§ RECORDS FOR THE EXERCISE
*** Block opens ***
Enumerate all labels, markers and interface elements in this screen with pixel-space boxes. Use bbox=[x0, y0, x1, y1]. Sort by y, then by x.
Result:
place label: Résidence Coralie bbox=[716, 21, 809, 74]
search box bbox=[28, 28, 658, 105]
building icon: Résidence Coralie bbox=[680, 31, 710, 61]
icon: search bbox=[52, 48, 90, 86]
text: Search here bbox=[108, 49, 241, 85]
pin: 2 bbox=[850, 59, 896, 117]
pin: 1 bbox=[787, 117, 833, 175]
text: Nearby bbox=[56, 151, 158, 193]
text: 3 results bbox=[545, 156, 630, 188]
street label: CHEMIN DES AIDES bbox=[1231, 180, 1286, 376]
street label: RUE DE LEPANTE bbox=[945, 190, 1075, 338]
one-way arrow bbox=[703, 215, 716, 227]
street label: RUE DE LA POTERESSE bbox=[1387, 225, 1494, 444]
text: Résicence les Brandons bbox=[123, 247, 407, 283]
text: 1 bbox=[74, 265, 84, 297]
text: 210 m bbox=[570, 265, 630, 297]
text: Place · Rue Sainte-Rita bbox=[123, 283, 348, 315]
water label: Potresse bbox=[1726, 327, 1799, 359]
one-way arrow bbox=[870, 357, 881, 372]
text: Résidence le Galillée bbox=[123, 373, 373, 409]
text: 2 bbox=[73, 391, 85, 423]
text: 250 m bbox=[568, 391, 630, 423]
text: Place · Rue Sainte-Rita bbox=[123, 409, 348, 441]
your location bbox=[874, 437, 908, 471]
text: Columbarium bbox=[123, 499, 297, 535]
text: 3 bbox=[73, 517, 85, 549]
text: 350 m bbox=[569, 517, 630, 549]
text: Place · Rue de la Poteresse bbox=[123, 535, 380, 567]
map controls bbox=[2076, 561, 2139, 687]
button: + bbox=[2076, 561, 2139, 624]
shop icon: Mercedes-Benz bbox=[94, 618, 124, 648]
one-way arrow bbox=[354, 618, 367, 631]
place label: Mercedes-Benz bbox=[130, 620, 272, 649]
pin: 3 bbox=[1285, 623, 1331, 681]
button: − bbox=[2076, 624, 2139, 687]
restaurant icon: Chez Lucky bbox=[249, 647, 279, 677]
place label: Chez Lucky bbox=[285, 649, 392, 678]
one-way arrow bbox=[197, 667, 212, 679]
*** Block closes ***
§ EXERCISE INSTRUCTIONS
Your response must consist of every line above, reproduced exactly.

§ ANSWER BOX
Enumerate all labels, markers and interface elements in this screen with pixel-space boxes. Use bbox=[x0, y0, x1, y1]. Sort by y, then by x.
Result:
place label: Résidence Coralie bbox=[716, 21, 809, 74]
search box bbox=[28, 28, 658, 105]
building icon: Résidence Coralie bbox=[680, 31, 710, 61]
icon: search bbox=[52, 48, 90, 86]
text: Search here bbox=[108, 49, 241, 85]
pin: 2 bbox=[850, 59, 896, 117]
pin: 1 bbox=[787, 117, 833, 175]
text: Nearby bbox=[56, 151, 158, 193]
text: 3 results bbox=[545, 156, 630, 188]
street label: CHEMIN DES AIDES bbox=[1231, 180, 1286, 376]
street label: RUE DE LEPANTE bbox=[945, 190, 1075, 338]
one-way arrow bbox=[703, 215, 716, 227]
street label: RUE DE LA POTERESSE bbox=[1387, 225, 1494, 444]
text: Résicence les Brandons bbox=[123, 247, 407, 283]
text: 1 bbox=[74, 265, 84, 297]
text: 210 m bbox=[570, 265, 630, 297]
text: Place · Rue Sainte-Rita bbox=[123, 283, 348, 315]
water label: Potresse bbox=[1726, 327, 1799, 359]
one-way arrow bbox=[870, 357, 881, 372]
text: Résidence le Galillée bbox=[123, 373, 373, 409]
text: 2 bbox=[73, 391, 85, 423]
text: 250 m bbox=[568, 391, 630, 423]
text: Place · Rue Sainte-Rita bbox=[123, 409, 348, 441]
your location bbox=[874, 437, 908, 471]
text: Columbarium bbox=[123, 499, 297, 535]
text: 3 bbox=[73, 517, 85, 549]
text: 350 m bbox=[569, 517, 630, 549]
text: Place · Rue de la Poteresse bbox=[123, 535, 380, 567]
map controls bbox=[2076, 561, 2139, 687]
button: + bbox=[2076, 561, 2139, 624]
shop icon: Mercedes-Benz bbox=[94, 618, 124, 648]
one-way arrow bbox=[354, 618, 367, 631]
place label: Mercedes-Benz bbox=[130, 620, 272, 649]
pin: 3 bbox=[1285, 623, 1331, 681]
button: − bbox=[2076, 624, 2139, 687]
restaurant icon: Chez Lucky bbox=[249, 647, 279, 677]
place label: Chez Lucky bbox=[285, 649, 392, 678]
one-way arrow bbox=[197, 667, 212, 679]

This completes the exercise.